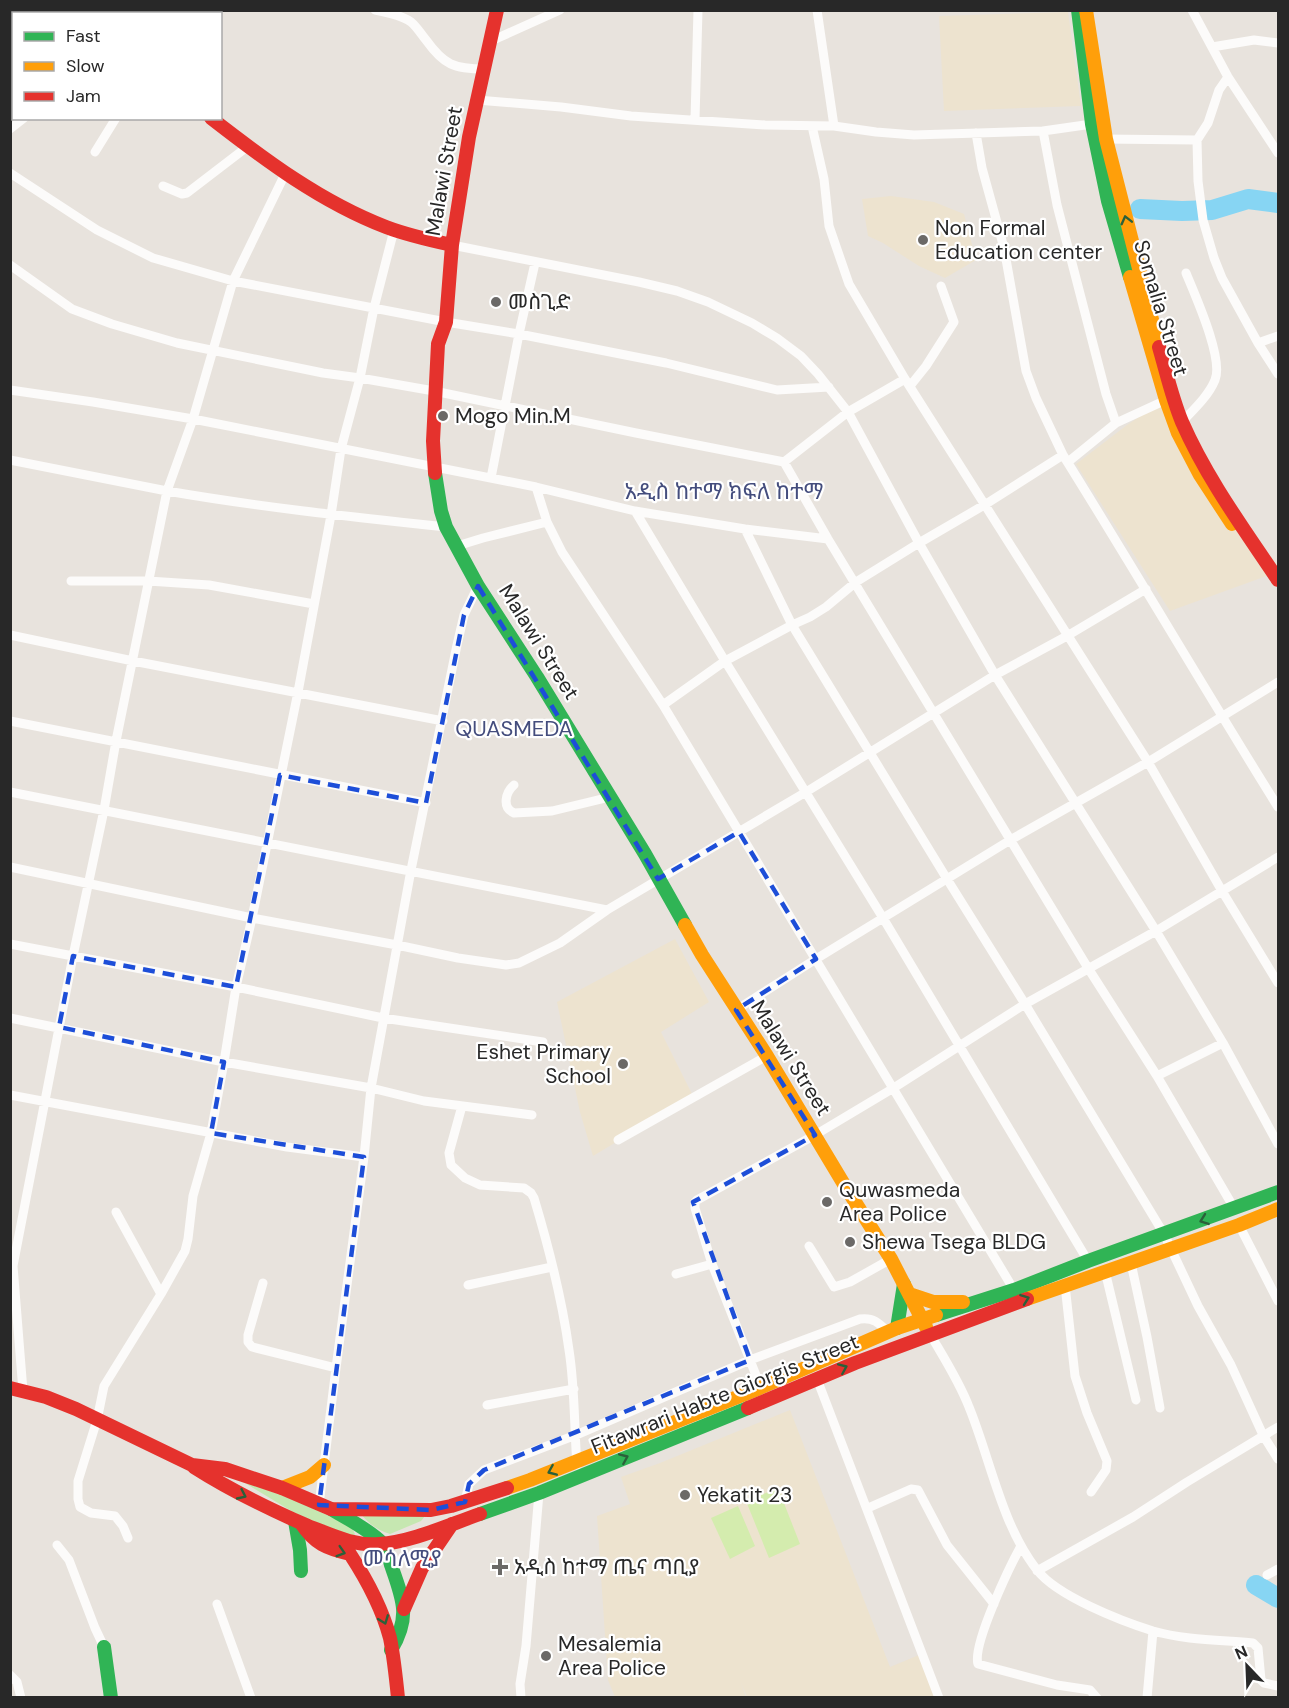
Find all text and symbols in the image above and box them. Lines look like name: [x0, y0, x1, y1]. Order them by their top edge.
legend: [12, 12, 222, 120]
text: Fast: [66, 24, 101, 48]
text: Slow: [66, 54, 105, 78]
text: Jam: [66, 84, 101, 108]
street label: Malawi Street: [419, 104, 469, 238]
place label: Non Formal Education center: [935, 214, 1102, 266]
one-way arrow: [1121, 215, 1134, 225]
marker: Non Formal Education center: [916, 233, 930, 247]
street label: Somalia Street: [1127, 236, 1195, 380]
place label: መስጊድ: [508, 288, 571, 316]
marker: መስጊድ: [489, 295, 503, 309]
place label: Mogo Min.M: [455, 402, 571, 430]
marker: Mogo Min.M: [436, 409, 450, 423]
district label: አዲስ ከተማ ክፍለ ከተማ: [625, 477, 823, 506]
street label: Malawi Street: [492, 579, 586, 705]
district label: QUASMEDA: [455, 714, 573, 743]
street label: Malawi Street: [744, 995, 838, 1121]
place label: Eshet Primary School: [477, 1038, 611, 1090]
marker: Eshet Primary School: [616, 1057, 630, 1071]
place label: Quwasmeda Area Police: [839, 1176, 960, 1228]
marker: Quwasmeda Area Police: [820, 1195, 834, 1209]
one-way arrow: [1199, 1212, 1210, 1225]
place label: Shewa Tsega BLDG: [862, 1228, 1046, 1256]
marker: Shewa Tsega BLDG: [843, 1235, 857, 1249]
one-way arrow: [1019, 1293, 1030, 1306]
street label: Fitawrari Habte Giorgis Street: [587, 1327, 863, 1461]
one-way arrow: [837, 1363, 848, 1375]
one-way arrow: [617, 1453, 628, 1465]
one-way arrow: [548, 1464, 559, 1476]
place label: Yekatit 23: [697, 1481, 793, 1509]
one-way arrow: [236, 1488, 247, 1500]
marker: Yekatit 23: [678, 1488, 692, 1502]
district label: መሳለሚያ: [363, 1544, 441, 1573]
one-way arrow: [335, 1545, 346, 1557]
place label: አዲስ ከተማ ጤና ጣቢያ: [514, 1553, 699, 1581]
marker: አዲስ ከተማ ጤና ጣቢያ: [491, 1558, 509, 1576]
one-way arrow: [377, 1614, 389, 1625]
place label: Mesalemia Area Police: [558, 1630, 666, 1682]
north arrow: [1217, 1636, 1277, 1696]
text: N: [1232, 1641, 1251, 1665]
marker: Mesalemia Area Police: [539, 1649, 553, 1663]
------------
• Task item: All of the material should be reproduced exactly, apart from the pictures.

• Task response:
Find all text and symbols in the image above and box them. Lines look like name: [x0, y0, x1, y1]. Order them by their top edge.
legend: [12, 12, 222, 120]
text: Fast: [66, 24, 101, 48]
text: Slow: [66, 54, 105, 78]
text: Jam: [66, 84, 101, 108]
street label: Malawi Street: [419, 104, 469, 238]
place label: Non Formal Education center: [935, 214, 1102, 266]
one-way arrow: [1121, 215, 1134, 225]
marker: Non Formal Education center: [916, 233, 930, 247]
street label: Somalia Street: [1127, 236, 1195, 380]
place label: መስጊድ: [508, 288, 571, 316]
marker: መስጊድ: [489, 295, 503, 309]
place label: Mogo Min.M: [455, 402, 571, 430]
marker: Mogo Min.M: [436, 409, 450, 423]
district label: አዲስ ከተማ ክፍለ ከተማ: [625, 477, 823, 506]
street label: Malawi Street: [492, 579, 586, 705]
district label: QUASMEDA: [455, 714, 573, 743]
street label: Malawi Street: [744, 995, 838, 1121]
place label: Eshet Primary School: [477, 1038, 611, 1090]
marker: Eshet Primary School: [616, 1057, 630, 1071]
place label: Quwasmeda Area Police: [839, 1176, 960, 1228]
marker: Quwasmeda Area Police: [820, 1195, 834, 1209]
one-way arrow: [1199, 1212, 1210, 1225]
place label: Shewa Tsega BLDG: [862, 1228, 1046, 1256]
marker: Shewa Tsega BLDG: [843, 1235, 857, 1249]
one-way arrow: [1019, 1293, 1030, 1306]
street label: Fitawrari Habte Giorgis Street: [587, 1327, 863, 1461]
one-way arrow: [837, 1363, 848, 1375]
one-way arrow: [617, 1453, 628, 1465]
one-way arrow: [548, 1464, 559, 1476]
place label: Yekatit 23: [697, 1481, 793, 1509]
one-way arrow: [236, 1488, 247, 1500]
marker: Yekatit 23: [678, 1488, 692, 1502]
district label: መሳለሚያ: [363, 1544, 441, 1573]
one-way arrow: [335, 1545, 346, 1557]
place label: አዲስ ከተማ ጤና ጣቢያ: [514, 1553, 699, 1581]
marker: አዲስ ከተማ ጤና ጣቢያ: [491, 1558, 509, 1576]
one-way arrow: [377, 1614, 389, 1625]
place label: Mesalemia Area Police: [558, 1630, 666, 1682]
north arrow: [1217, 1636, 1277, 1696]
text: N: [1232, 1641, 1251, 1665]
marker: Mesalemia Area Police: [539, 1649, 553, 1663]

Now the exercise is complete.